• **Directions**:
Go line by line through the entries and show those that hold the string "align".
Records shown below:
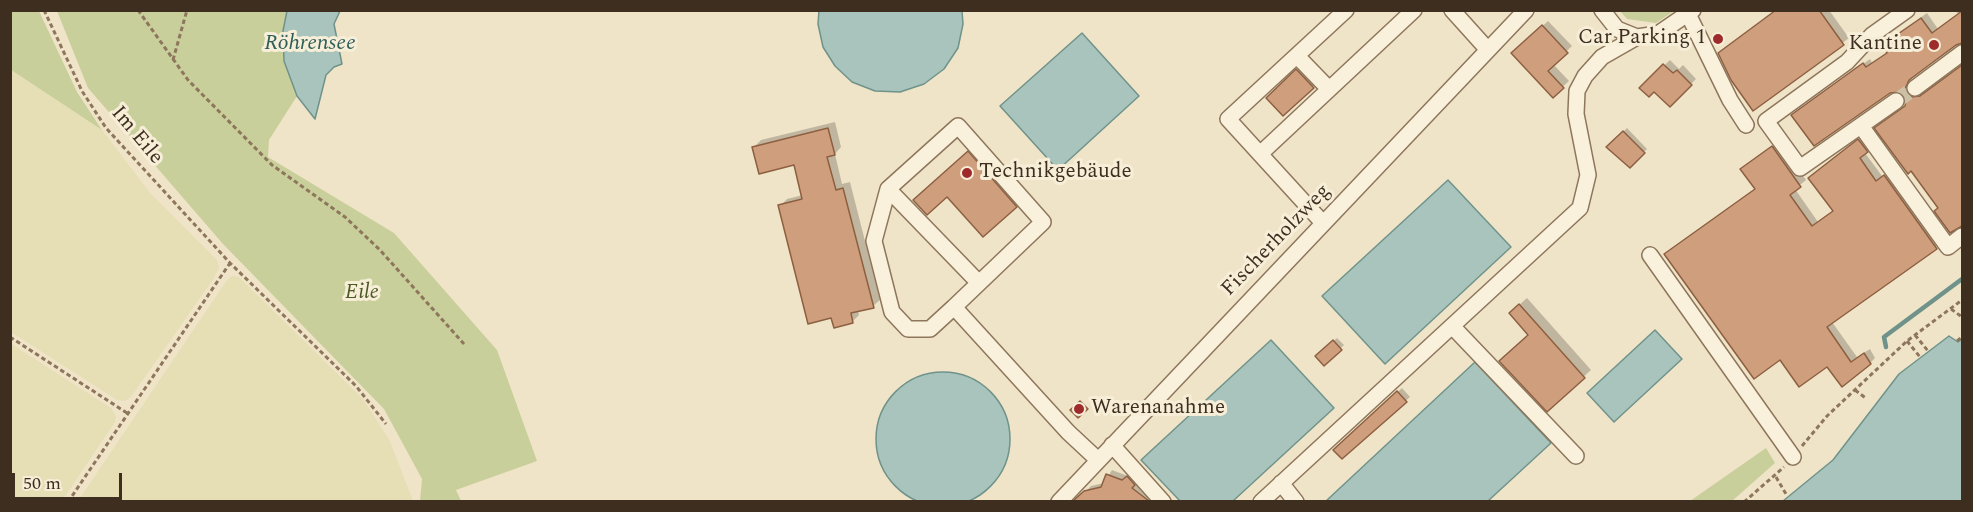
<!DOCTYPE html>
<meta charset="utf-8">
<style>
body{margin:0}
#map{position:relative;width:1973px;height:512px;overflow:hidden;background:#f0e4c8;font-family:Spectral,serif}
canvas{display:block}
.frame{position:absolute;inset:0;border:12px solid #3d2e20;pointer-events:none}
.scale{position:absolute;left:12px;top:473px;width:110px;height:27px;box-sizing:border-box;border:3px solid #3d2e20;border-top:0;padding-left:8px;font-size:18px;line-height:21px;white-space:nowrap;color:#3d2e20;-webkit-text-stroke:4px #f7eed8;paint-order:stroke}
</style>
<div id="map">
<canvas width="1973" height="512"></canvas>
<div class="frame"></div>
<div class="scale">50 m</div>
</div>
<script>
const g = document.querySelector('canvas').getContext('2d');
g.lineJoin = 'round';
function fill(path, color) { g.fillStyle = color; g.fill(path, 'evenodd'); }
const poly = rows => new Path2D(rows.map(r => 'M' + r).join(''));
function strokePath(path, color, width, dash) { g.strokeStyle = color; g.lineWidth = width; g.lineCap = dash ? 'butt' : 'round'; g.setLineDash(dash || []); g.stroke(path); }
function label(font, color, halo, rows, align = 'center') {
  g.font = font + ' Spectral,serif'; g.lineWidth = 6; g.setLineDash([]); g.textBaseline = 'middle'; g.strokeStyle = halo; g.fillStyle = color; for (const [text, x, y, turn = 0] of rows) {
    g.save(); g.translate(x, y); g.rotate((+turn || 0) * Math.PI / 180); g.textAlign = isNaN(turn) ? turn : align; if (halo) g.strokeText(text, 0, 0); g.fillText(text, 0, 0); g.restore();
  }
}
fill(poly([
 [10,70,102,130,151,194,217,260,219,267,214,278,131,397,125,401,117,400,11,332],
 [232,276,239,277,363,399,390,441,413,501,78,501,227,280],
 [10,343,111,408,116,416,115,422,62,501,11,501]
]), '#e6deb5');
fill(poly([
 [10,11,39,11,77,92,102,130,11,70],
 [57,11,287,11,283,31,284,61,297,96,269,140,268,157,394,233,497,350,537,461,456,490,461,501,420,501,422,479,384,409,223,244,88,88],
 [1620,11,1674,11,1656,23,1627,19],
 [1766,448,1775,463,1732,501,1690,501]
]), '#c9cf9b');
const water = poly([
 [819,10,962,11,963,24,958,48,944,69,924,84,900,92,875,91,852,82,835,66,823,47,818,24,819,10],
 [287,11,340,11,334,24,342,64,334,67,326,75,315,119,297,96,284,61,283,31,287,11],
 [1082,33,1139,96,1058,170,1000,106,1082,33],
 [1448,180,1511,247,1385,364,1322,296,1448,180],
 [1655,330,1682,359,1614,422,1587,393,1655,330],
 [1949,336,1958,342,1962,339,1962,501,1783,501,1833,460,1899,374,1949,336],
 [1271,340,1334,408,1233,501,1180,501,1141,460,1271,340],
 [1475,362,1551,443,1488,501,1326,501,1475,362],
 '876 439a67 67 0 1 1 134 0a67 67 0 1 1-134 0Z'
]);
fill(water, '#a9c4bc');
strokePath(water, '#6f938a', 1.5);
fill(poly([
 [1776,10,1829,10,1849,38,1754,109,1720,53],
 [1955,10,1962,10,1962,42,1913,76,1910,82,1913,89,1922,93,1962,65,1962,226,1939,208,1882,123,1906,105,1906,95,1900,90,1793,115,1870,59,1872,63,1888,52,1884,45,1889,40,1927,13,1938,29,1958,14],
 [1548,21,1572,46,1553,64,1569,81,1553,96,1513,53],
 [1670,60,1679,69,1683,65,1696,79,1670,105,1654,89,1641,88],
 [1303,65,1318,81,1283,114,1268,98],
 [835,122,841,147,835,154,842,184,850,182,880,300,873,306,858,310,859,315,852,322,833,316,780,206,787,199,803,195,795,164,754,147,761,140],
 [1627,128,1647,149,1630,166,1608,147],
 [1865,135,1872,146,1865,153,1882,176,1890,170,1942,242,1832,322,1857,357,1870,349,1875,358,1870,363,1828,365,1780,358,1666,254,1756,189,1748,164,1778,142,1806,180,1795,189,1818,222,1834,211,1816,172],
 [972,149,1019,202,983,235,947,195,915,200],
 [1527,298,1591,370,1547,410,1530,335,1518,306],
 [1337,338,1344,345,1324,364,1317,356],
 [1402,388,1410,397,1342,456,1335,450],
 [1112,470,1128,476,1133,472,1158,502,1076,502,1091,486,1104,483]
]), '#0003');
strokePath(poly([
 [1886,347,1884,337,1962,279]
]), '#6f938a', 4.5);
const building = poly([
 [1776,10,1819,10,1844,45,1753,111,1731,80,1718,53,1776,10],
 [1962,11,1962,43,1956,45,1909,80,1905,89,1911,97,1920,96,1962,65,1962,226,1950,233,1934,211,1938,208,1911,171,1908,174,1874,128,1905,106,1906,100,1901,92,1890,93,1814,146,1791,115,1863,63,1866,67,1887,53,1882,45,1921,18,1932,33,1962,11],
 [1542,25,1568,53,1548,71,1564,88,1553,98,1511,53,1542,25],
 [1663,64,1673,73,1677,70,1692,85,1670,107,1654,92,1649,97,1639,88,1663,64],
 [1296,69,1314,88,1283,116,1266,98,1296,69],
 [828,128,835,155,827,157,836,190,843,188,874,308,851,313,853,323,834,328,831,318,808,324,778,205,802,199,794,165,759,174,752,147,828,128],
 [1623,131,1645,153,1630,168,1606,147,1623,131],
 [1858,139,1868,152,1860,158,1876,181,1884,175,1937,249,1827,327,1851,362,1864,353,1871,364,1842,387,1827,367,1799,387,1780,360,1754,379,1664,254,1755,189,1740,169,1772,146,1801,187,1790,195,1812,226,1833,211,1808,178,1858,139],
 [968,151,1017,207,983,237,947,197,927,215,913,200,968,151],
 [1519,304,1585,378,1547,412,1499,361,1528,335,1509,313,1519,304],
 [1333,340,1342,350,1324,366,1315,356,1333,340],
 [1397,391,1407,402,1342,459,1333,450,1397,391],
 [1080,401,1088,409,1078,418,1070,410,1080,401],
 [1106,474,1122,480,1127,476,1135,485,1132,488,1149,501,1073,501,1084,491,1101,487,1106,474]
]);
fill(building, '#cf9f7d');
strokePath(building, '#8d5f41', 1.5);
strokePath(poly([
 [1896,101,1915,88]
]), '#ccc0a6', 15, [15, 8]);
const minor = poly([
 [1452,10,1488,50],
 [1602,10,1617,29,1637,37],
 [1688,14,1730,100,1746,125],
 [1297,56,1329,89],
 [1915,88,1962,53],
 [1896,101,1800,168,1766,121,1847,62,1872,35,1907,10],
 [1861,126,1948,247,1962,236],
 [1260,154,1414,10],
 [888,189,979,283],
 [1323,223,1228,119,1346,10],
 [1650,255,1793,457],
 [954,307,1043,222,958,126,888,189,874,241,892,312,908,329,930,329,954,307,1068,432,1098,460],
 [1452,326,1576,456],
 [1112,445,1163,502],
 [1281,483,1296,502],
 [1059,502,1526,10],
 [1261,502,1580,208,1588,175,1576,114,1577,91,1585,76,1602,57,1637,37,1658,34,1693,10]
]);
strokePath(minor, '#8d765c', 18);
strokePath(poly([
 [44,10,82,91,106,128,230,263,356,386,386,424],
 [138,10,188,80,272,165,345,217,380,250,464,344],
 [173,60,187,10],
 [1951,309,1962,317],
 [1915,335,1928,351],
 [10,337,127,413],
 [1907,341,1920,357],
 [1957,341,1962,337],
 [1855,390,1867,399],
 [1802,446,1827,416,1907,341,1962,300],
 [1776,477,1786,494],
 [68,502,230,263],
 [1744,502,1784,467]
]), '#8d765c', 3, [4.5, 3]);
strokePath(minor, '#faf1dc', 15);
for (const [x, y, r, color] of [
 [1718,39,6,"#9e2a2b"],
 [1934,45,6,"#9e2a2b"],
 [967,173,6,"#9e2a2b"],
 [1079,409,6,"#9e2a2b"]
]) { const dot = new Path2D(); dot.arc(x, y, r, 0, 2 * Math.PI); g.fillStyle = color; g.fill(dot); strokePath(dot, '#f7eed8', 2); }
label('21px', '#3d2e20', '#f7eed8', [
 ["Car Parking 1",1706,39],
 ["Kantine",1922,45],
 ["Technikgebäude",979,173,"left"],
 ["Warenanahme",1091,409,"left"]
], 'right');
label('21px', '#3d2e20', '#f7eed8', [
 ["Im Eile",136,136,50],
 ["Fischerholzweg",1277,241,-46]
]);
label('italic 21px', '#4d5a26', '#f7eed8', [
 ["Eile",362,294]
]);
label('italic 22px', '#2f5d5a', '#f7eed8', [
 ["Röhrensee",310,45]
]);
</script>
End of Records shown.
• **Task output**:
function label(font, color, halo, rows, align = 'center') {
    g.save(); g.translate(x, y); g.rotate((+turn || 0) * Math.PI / 180); g.textAlign = isNaN(turn) ? turn : align; if (halo) g.strokeText(text, 0, 0); g.fillText(text, 0, 0); g.restore();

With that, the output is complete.